Jean-Baptiste Joseph Dieudonné Boussingault (2 February 1801 – 11 May 1887) was a French chemist who made significant contributions to agricultural science, petroleum science and metallurgy.

Biography

Jean-Baptiste Boussingault – an agricultural scientist and chemist – was born in Paris. After studying at the school of mines at Saint-Etienne he went to Alsace to work in the asphalt mines – a two-year interlude that was to shape his contributions to science.

During the insurrection of the Spanish colonies, the president of Gran-Colombia, the liberator Simón Bolívar, named Francisco Antonio Zea, ambassador in France, to contract youngers and singles European scientists to investigate the available sources of his new formed nation. In 1822 Boussingault with the Peruvian geologist Mariano Rivero were contracted by Zea and they went to Venezuela as a mining engineer on behalf of an English company contracted by Bolivar. In Urao lagoon near Lagunillas, Merida State, Venezuela discovered the mineral Gaylussite. During his stay in America, he observed that goiter was endemic in some areas and not in others, and that this was related to the presence of iodine in the salt of some salt flats. Consequently, on his return to Europe, he proposed the use of this iodized salt to combat goiter, although his proposal was not taken into account.

At Santa Fe de Bogota he was attached to the staff of General Bolivar as colonel and traveled widely in the northern parts of the continent. Between March and December 1831, he attempted to climb seven Andean volcanoes: Puracé, Galeras and Cumbal in Colombia, and Pichincha, Antisana, Cotopaxi and Chimborazo in Ecuador. In 1831 he climbed to a new highest altitude by a Western explorer on Chimborazo (6.006 m) in the process.

thumb|right|205px|Gaylussite discovered in Lagunillas, Merida State, Venezuela

Returning to France in 1832 he married Adele Le Bel whose family had the concession to the asphalt mines where he had previously worked and it was in this period that he made his greatest discoveries. Later he became professor of chemistry at Lyon, and in 1839 was appointed to the chair of agricultural and analytical chemistry at the Conservatoire des Arts et Metiers in Paris. In 1848 he was elected to the National Assembly representing his adopted Alsace, where he sat as a Moderate republican. Three years later he was dismissed from his professorship on account of his political opinions, but so much resentment at this action was shown by scientific men in general, and especially by his colleagues, who threatened to resign in a body, that he was reinstated. He died in Paris.
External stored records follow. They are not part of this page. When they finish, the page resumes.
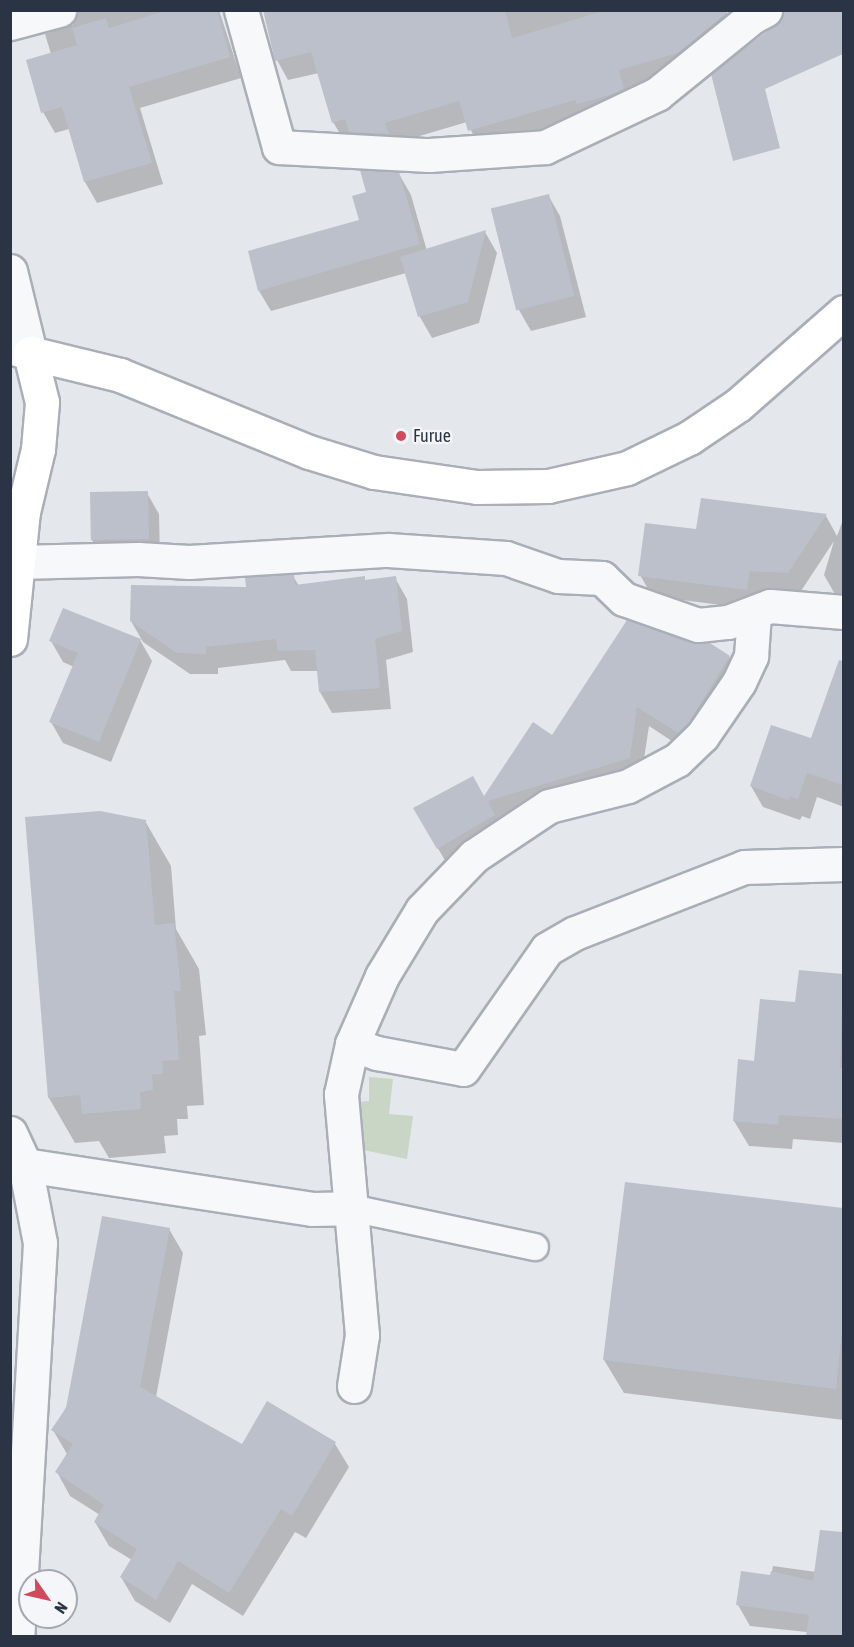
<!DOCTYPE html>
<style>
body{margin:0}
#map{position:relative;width:854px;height:1647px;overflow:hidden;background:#e4e7ec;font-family:"Asap Condensed",sans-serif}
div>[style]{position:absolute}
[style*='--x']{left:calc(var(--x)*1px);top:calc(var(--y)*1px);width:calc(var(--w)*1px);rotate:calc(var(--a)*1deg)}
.green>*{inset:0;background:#c9d6c5}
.shadow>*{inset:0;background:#0003}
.building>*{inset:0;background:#bbc0ca;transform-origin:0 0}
.roads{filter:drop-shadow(2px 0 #a9aeb7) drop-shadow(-2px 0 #a9aeb7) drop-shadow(0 2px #a9aeb7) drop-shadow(0 -2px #a9aeb7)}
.lane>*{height:26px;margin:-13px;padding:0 13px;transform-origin:13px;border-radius:13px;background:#f7f8fa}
.street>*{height:33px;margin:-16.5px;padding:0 16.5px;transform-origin:16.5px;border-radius:16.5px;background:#f7f8fa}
.secondary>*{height:33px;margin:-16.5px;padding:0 16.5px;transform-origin:16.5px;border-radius:16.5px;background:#fff}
.dots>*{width:16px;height:16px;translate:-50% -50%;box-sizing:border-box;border:3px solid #f4f6f9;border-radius:50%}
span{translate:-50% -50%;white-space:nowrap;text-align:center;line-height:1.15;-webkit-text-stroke:4.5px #f4f6f9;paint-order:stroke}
.poi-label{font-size:18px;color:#2b3445}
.left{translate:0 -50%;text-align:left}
.frame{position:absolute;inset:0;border:12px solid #2b3445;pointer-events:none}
.north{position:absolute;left:18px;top:1569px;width:60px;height:60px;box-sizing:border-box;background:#f4f6f9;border:2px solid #a4a8b1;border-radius:50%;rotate:124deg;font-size:16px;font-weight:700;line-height:24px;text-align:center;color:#2b3445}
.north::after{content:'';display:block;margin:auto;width:21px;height:27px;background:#d1495b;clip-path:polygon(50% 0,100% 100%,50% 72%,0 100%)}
</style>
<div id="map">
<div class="green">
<div style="clip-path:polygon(369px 1077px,393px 1079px,389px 1114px,413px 1116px,407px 1159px,363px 1150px,358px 1112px,359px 1102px,369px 1101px)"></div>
</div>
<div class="shadow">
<div style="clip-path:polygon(43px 10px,219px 10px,241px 78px,140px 108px,163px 184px,97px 203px,85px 182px,69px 129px,55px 133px,43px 112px,51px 54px,45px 34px,73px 25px,77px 12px,47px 18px)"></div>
<div style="clip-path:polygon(288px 10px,726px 10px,735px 36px,635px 109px,481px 151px,467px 122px,396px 143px,345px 142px,333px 122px,319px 73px,288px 80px,277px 60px)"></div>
<div style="clip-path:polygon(399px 174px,411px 195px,427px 251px,485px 232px,497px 253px,479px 323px,432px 338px,420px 317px,406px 273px,271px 311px,259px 291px,361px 221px,368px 193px)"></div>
<div style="clip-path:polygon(548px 195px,560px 216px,586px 317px,531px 331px,519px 310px)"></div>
<div style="clip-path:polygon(147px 493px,159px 514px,160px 560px,104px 561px,92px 540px)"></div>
<div style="clip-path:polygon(826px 516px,837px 536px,844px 517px,844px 596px,836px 596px,824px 575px,834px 541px,799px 594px,761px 591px,759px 610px,652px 596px,640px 575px,698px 531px)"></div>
<div style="clip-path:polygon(293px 576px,299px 586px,364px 578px,366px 582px,395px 578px,407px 599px,413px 652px,386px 660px,391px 709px,332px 713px,320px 692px,318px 671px,291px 671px,285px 660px,218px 668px,218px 674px,190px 674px,143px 642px,131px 621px)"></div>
<div style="clip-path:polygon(140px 640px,152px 661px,111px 762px,63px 743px,51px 722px,74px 667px,63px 662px,51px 641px)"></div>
<div style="clip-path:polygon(729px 657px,741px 678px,690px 753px,649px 726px,641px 779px,450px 869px,415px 809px,484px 799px,552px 737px)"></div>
<div style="clip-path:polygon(823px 708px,844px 715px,844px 807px,817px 797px,810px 819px,802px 816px,800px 820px,763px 807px,751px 786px,812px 740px)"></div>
<div style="clip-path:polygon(145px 821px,171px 866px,176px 929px,199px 969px,206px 1035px,199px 1036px,204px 1105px,187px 1106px,188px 1119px,177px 1119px,178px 1135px,164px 1136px,166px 1153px,109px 1158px,99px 1141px,75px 1143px,49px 1098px)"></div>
<div style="clip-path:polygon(800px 972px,844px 978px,844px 1143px,793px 1139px,792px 1149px,749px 1146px,734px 1121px,755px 1063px,797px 1004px)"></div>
<div style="clip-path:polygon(626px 1183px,844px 1210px,844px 1420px,624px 1393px,604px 1360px)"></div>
<div style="clip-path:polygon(169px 1229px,183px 1253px,156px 1397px,242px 1446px,335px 1444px,349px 1467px,306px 1538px,295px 1532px,243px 1616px,192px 1584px,170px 1623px,135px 1601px,121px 1577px,132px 1560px,109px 1546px,95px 1522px,100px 1515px,70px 1496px,57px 1472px,67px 1454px,53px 1430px)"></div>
<div style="clip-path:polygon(844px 1551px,844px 1636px,750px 1626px,738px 1605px,771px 1576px,773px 1566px,838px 1575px)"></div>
</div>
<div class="building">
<div style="clip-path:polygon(168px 10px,217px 10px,230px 57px,129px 87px,152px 163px,84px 182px,62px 107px,41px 113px,26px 60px,77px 45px,72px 28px,106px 18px,109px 28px)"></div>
<div style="clip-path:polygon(263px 10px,505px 10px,512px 38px,607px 10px,730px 10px,678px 53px,619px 70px,624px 89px,613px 94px,577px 104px,575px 100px,468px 131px,459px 101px,385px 123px,389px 134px,349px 132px,345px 119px,332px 123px,311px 52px,275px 61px)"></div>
<div style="clip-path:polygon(784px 10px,843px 10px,843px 54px,765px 89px,780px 148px,733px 161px,711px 74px,774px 26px)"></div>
<div style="clip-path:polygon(360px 170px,399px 172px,420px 244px,258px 291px,248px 251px,359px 220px,352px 196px,366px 192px)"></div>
<div style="left:549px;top:194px;width:105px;height:60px;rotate:76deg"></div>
<div style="clip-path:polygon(486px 230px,468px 302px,418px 317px,400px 257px)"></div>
<div style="left:148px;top:491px;width:48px;height:58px;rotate:89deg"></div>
<div style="clip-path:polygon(701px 498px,827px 514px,788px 573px,750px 571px,747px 590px,638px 576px,645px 523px,696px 529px)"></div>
<div style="clip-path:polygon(294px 574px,295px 585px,365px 576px,365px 580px,396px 576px,402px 631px,375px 639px,380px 688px,319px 692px,315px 650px,278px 651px,276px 639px,206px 647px,206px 654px,177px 653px,130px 621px,131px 585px,246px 587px,245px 577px)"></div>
<div style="clip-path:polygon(63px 608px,141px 639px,99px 742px,49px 722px,78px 653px,49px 641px)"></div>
<div style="clip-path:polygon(627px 620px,692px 643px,710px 643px,730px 656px,688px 724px,678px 733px,637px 707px,630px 758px,488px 801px,495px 815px,437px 849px,413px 808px,473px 776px,484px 796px,533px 722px,552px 735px)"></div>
<div style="clip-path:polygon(839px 660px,843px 661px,843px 785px,807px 773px,798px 799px,790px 796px,788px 800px,750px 786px,771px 725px,811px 738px)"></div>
<div style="clip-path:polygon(100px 811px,146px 820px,155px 925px,174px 923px,181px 991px,174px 991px,179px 1060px,162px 1061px,163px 1074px,152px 1074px,153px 1090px,140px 1092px,141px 1109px,82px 1114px,80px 1095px,48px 1098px,25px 817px)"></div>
<div style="clip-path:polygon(799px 970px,843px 974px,840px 1068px,843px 1068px,843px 1119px,779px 1115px,778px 1125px,733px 1121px,738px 1059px,754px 1061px,760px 999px,795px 1002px)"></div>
<div style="clip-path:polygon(625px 1182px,843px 1208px,843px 1322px,836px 1389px,603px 1360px)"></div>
<div style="clip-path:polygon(102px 1216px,170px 1228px,140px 1387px,242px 1444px,267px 1401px,336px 1442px,292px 1516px,281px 1509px,229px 1593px,178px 1561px,156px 1600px,120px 1577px,137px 1549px,94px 1522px,104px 1505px,55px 1472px,73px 1444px,51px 1430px,66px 1408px)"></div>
<div style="clip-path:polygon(820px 1530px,843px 1532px,843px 1636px,806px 1636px,809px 1615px,736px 1605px,741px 1571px,770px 1575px,771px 1571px,813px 1581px)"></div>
</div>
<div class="roads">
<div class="lane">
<div style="--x:351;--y:1208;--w:188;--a:12"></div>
</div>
<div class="street">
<div style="--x:241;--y:10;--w:142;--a:74.5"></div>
<div style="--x:279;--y:147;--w:150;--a:3.1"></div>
<div style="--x:429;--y:155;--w:116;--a:-3.9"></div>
<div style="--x:545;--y:147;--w:124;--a:-25.3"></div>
<div style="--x:657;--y:94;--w:122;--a:-39"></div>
<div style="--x:752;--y:17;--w:15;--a:-28"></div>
<div style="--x:10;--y:23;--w:51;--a:-14.9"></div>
<div style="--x:10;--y:271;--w:84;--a:76.3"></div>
<div style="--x:30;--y:353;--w:21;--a:-163"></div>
<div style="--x:17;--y:562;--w:121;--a:-1.4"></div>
<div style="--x:138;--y:559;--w:51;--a:3.4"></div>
<div style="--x:189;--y:562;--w:199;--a:-3.5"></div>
<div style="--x:388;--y:550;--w:118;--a:3.9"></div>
<div style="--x:506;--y:558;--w:55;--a:19.1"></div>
<div style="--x:558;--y:576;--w:44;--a:2.6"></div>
<div style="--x:602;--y:578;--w:30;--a:44"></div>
<div style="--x:624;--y:599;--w:78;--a:19.4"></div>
<div style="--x:698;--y:625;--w:30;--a:-6"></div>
<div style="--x:728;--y:622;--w:45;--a:-20.9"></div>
<div style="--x:770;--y:606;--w:74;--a:4.6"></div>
<div style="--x:352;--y:1044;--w:27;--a:20"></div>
<div style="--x:377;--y:1053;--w:87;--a:10.5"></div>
<div style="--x:463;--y:1069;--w:146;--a:-55"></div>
<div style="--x:547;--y:949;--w:32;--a:-30"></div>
<div style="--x:575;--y:933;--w:181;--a:-21.3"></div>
<div style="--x:744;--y:867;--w:100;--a:-1.7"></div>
<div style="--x:10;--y:1133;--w:35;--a:65"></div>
<div style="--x:25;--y:1165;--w:79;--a:79.1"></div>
<div style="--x:40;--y:1243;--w:394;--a:93.3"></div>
<div style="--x:25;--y:1165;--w:290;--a:8.7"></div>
<div style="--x:312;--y:1209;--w:39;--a:-1"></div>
<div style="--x:354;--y:1386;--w:52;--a:-81.1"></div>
<div style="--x:362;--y:1335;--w:242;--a:-95"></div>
<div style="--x:341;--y:1094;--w:51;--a:-77.6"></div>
<div style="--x:352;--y:1044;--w:74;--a:-66.2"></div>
<div style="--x:382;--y:976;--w:77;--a:-58.8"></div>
<div style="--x:422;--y:910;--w:75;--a:-46.1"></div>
<div style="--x:474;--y:856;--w:90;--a:-33.7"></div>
<div style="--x:549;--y:806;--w:81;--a:-14.2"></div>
<div style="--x:628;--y:786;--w:55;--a:-28"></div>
<div style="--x:677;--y:760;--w:35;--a:-44"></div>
<div style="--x:702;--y:736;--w:65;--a:-55.6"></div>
<div style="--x:739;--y:682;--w:29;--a:-65"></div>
<div style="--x:751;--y:656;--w:42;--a:-85.9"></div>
</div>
<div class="secondary">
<div style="--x:10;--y:639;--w:128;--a:-84.2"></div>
<div style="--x:23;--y:512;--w:65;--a:-76.6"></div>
<div style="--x:38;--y:449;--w:47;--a:-85.1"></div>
<div style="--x:42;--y:402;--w:50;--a:-103.8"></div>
<div style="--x:30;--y:353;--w:93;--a:13.7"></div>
<div style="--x:120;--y:375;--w:204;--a:22.2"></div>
<div style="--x:309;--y:452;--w:68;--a:17.1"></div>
<div style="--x:374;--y:472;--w:104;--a:8.3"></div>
<div style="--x:477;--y:487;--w:71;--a:-0.8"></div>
<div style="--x:548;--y:486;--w:81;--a:-12.8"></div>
<div style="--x:627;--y:468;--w:69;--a:-25.8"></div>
<div style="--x:689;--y:438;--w:59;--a:-34"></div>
<div style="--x:738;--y:405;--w:141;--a:-41.3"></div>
</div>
</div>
<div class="dots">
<div style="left:401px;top:436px;background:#d1495b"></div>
</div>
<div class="poi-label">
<span class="left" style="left:413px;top:436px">Furue</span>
</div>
<div class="frame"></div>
<div class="north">N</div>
</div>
His first papers were concerned with agricultural and mining topics, and his sojourn in South America yielded a number of miscellaneous memoirs, on the cause of goitre in the Cordilleras, the gases of volcanoes, earthquakes, tropical rain, &c., which won the commendation of Alexander von Humboldt. From 1836 he devoted himself mainly to agricultural chemistry and animal and vegetable physiology, with occasional excursions into mineral chemistry. His work included papers on the quantity of nitrogen in different foods, the amount of gluten in different wheats, investigations on the question whether plants can assimilate free nitrogen from the atmosphere (which he answered in the negative and propose the basis of what became known as the nitrogen cycle), the respiration of plants, the function of their leaves, the action and value of manures and chemical fertilizers, and other similar subjects.